## SOURCE MATERIAL
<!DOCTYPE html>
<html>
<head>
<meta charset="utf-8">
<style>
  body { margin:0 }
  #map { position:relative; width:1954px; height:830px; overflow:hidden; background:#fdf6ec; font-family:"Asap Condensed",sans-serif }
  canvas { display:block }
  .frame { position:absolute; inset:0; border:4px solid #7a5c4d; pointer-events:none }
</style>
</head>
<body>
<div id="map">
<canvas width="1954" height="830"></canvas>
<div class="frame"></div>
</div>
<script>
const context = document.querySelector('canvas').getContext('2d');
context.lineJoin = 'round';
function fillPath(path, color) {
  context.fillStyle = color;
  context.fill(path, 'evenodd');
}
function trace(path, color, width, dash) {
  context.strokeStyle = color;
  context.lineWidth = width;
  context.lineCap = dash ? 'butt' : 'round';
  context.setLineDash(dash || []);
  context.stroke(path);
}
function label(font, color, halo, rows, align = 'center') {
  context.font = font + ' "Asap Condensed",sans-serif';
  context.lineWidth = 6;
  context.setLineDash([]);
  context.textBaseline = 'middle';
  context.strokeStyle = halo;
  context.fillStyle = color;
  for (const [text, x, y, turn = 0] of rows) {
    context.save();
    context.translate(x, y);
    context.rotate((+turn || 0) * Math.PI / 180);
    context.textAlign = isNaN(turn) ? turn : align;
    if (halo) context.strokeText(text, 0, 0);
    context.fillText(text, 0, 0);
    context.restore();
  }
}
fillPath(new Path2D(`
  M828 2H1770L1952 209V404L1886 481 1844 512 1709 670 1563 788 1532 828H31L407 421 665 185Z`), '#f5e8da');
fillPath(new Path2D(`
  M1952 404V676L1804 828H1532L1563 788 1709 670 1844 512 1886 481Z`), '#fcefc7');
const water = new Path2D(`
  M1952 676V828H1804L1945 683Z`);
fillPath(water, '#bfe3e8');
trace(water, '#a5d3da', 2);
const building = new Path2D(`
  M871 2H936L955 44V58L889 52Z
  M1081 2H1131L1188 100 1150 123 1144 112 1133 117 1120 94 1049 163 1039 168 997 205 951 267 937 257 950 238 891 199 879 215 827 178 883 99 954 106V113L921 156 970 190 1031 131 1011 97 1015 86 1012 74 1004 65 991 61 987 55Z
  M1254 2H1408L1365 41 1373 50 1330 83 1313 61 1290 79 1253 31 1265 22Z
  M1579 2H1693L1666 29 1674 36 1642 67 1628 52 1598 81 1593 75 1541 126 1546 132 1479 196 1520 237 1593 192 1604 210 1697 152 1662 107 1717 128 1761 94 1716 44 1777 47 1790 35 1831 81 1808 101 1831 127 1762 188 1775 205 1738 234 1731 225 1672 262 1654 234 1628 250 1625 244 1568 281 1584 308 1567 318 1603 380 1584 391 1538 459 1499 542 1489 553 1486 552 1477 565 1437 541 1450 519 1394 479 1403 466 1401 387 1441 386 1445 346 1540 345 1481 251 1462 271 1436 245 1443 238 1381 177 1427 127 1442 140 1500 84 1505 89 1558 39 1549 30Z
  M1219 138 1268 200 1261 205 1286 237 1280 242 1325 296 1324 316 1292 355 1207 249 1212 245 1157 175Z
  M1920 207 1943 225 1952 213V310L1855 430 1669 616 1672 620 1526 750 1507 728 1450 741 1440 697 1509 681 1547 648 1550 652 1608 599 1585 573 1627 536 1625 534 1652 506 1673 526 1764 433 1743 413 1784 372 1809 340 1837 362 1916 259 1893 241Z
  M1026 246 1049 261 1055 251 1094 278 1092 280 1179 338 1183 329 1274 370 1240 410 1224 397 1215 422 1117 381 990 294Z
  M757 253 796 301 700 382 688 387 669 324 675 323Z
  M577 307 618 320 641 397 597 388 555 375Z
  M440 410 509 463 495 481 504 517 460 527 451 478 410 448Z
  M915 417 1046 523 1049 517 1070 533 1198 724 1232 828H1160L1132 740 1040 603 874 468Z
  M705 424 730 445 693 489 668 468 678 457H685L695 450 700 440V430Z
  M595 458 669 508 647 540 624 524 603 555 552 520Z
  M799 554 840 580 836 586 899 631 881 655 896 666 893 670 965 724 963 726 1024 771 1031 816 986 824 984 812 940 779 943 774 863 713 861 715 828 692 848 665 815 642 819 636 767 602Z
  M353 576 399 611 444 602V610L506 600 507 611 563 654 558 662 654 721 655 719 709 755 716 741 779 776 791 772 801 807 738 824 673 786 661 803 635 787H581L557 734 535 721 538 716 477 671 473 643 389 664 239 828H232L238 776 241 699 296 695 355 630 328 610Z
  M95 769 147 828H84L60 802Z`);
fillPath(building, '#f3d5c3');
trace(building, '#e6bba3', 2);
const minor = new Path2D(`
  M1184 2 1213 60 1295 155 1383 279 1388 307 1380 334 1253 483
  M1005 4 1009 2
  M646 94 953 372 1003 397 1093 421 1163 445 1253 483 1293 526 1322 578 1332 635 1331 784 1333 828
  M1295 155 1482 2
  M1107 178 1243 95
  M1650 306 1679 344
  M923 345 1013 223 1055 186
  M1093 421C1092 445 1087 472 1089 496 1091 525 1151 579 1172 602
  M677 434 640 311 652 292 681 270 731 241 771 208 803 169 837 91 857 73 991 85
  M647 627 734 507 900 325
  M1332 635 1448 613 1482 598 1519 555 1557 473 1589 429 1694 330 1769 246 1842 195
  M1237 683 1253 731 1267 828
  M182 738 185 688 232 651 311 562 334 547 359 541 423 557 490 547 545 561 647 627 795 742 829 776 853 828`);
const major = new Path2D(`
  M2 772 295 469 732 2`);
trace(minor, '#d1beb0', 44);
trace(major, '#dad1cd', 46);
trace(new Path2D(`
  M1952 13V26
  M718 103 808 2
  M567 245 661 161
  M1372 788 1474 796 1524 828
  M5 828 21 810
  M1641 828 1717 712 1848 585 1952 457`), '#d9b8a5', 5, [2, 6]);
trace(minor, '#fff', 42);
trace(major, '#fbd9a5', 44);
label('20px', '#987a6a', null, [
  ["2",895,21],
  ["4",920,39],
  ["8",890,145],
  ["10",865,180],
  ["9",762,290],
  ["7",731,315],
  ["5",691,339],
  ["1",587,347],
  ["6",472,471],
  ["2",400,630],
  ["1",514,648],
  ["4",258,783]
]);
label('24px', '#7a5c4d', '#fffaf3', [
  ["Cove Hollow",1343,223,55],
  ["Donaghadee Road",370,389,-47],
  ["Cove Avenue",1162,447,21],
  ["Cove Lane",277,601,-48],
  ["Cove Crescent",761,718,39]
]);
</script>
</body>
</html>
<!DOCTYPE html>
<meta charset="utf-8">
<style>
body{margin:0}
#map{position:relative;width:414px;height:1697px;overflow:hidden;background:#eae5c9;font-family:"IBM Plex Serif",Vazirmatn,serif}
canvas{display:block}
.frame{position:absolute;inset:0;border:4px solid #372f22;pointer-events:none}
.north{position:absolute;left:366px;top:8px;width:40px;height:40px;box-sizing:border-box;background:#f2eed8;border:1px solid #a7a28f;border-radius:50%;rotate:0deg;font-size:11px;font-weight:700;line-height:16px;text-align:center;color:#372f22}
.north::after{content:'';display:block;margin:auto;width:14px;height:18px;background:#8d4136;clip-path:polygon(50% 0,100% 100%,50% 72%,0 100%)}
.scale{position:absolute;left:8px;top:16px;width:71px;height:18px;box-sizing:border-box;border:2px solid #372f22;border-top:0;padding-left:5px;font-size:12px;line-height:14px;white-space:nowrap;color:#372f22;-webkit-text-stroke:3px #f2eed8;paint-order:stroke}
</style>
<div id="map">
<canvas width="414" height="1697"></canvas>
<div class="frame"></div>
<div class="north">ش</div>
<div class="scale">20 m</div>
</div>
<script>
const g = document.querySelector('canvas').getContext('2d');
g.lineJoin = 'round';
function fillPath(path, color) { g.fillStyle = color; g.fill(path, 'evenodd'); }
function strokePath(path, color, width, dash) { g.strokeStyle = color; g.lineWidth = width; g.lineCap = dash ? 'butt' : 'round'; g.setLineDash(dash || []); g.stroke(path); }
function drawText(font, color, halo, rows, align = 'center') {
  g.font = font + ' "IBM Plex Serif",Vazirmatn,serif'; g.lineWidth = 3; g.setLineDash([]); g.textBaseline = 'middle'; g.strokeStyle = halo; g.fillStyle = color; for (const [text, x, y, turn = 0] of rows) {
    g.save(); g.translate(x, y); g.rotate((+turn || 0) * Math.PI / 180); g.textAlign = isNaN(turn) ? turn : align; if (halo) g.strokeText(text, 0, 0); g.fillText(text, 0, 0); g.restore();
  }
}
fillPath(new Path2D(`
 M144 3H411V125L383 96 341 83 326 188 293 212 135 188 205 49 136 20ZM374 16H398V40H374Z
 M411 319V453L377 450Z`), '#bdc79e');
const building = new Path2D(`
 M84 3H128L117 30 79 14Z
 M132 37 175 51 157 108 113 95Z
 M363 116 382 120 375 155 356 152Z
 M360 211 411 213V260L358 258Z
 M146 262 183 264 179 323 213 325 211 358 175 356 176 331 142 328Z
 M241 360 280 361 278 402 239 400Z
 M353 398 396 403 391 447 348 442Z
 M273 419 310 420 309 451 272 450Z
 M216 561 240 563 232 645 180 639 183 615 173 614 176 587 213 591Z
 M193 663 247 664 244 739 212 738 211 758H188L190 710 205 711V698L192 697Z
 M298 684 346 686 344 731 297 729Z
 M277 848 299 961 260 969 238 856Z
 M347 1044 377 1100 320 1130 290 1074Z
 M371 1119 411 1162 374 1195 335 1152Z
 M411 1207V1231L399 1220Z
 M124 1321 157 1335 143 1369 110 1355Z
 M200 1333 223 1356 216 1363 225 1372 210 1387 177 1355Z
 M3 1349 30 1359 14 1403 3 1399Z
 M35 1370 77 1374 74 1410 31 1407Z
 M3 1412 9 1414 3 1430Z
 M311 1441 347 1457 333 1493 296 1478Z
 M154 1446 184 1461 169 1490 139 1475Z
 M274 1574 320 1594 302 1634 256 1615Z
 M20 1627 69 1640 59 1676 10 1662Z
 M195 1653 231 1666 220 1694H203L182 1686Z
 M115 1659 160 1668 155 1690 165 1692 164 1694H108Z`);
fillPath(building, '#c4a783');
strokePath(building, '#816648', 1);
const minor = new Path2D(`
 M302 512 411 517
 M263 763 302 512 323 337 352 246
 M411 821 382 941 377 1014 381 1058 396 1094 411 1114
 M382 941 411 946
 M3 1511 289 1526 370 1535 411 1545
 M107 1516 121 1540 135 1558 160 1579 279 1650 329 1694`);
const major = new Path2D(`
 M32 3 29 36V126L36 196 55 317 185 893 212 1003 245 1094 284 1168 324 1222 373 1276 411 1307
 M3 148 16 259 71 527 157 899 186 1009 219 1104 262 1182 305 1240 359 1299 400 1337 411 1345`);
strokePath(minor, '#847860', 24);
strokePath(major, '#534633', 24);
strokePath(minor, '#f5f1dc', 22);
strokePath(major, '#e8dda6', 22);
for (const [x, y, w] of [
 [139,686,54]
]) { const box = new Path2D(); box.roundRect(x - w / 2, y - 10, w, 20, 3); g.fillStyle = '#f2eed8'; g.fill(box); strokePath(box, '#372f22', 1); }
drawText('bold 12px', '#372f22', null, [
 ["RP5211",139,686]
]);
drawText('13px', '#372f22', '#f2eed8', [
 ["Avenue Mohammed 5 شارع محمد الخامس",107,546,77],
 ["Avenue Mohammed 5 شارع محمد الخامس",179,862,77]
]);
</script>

## WORK ITEM
Once you find the line with "context.textBaseline = 'middle';" above, print it and every line after it up to and including the line with "M1254 2H1408L1365 41", exactly as written and nothing else.

## TASK RESULT
  context.textBaseline = 'middle';
  context.strokeStyle = halo;
  context.fillStyle = color;
  for (const [text, x, y, turn = 0] of rows) {
    context.save();
    context.translate(x, y);
    context.rotate((+turn || 0) * Math.PI / 180);
    context.textAlign = isNaN(turn) ? turn : align;
    if (halo) context.strokeText(text, 0, 0);
    context.fillText(text, 0, 0);
    context.restore();
  }
}
fillPath(new Path2D(`
  M828 2H1770L1952 209V404L1886 481 1844 512 1709 670 1563 788 1532 828H31L407 421 665 185Z`), '#f5e8da');
fillPath(new Path2D(`
  M1952 404V676L1804 828H1532L1563 788 1709 670 1844 512 1886 481Z`), '#fcefc7');
const water = new Path2D(`
  M1952 676V828H1804L1945 683Z`);
fillPath(water, '#bfe3e8');
trace(water, '#a5d3da', 2);
const building = new Path2D(`
  M871 2H936L955 44V58L889 52Z
  M1081 2H1131L1188 100 1150 123 1144 112 1133 117 1120 94 1049 163 1039 168 997 205 951 267 937 257 950 238 891 199 879 215 827 178 883 99 954 106V113L921 156 970 190 1031 131 1011 97 1015 86 1012 74 1004 65 991 61 987 55Z
  M1254 2H1408L1365 41 1373 50 1330 83 1313 61 1290 79 1253 31 1265 22Z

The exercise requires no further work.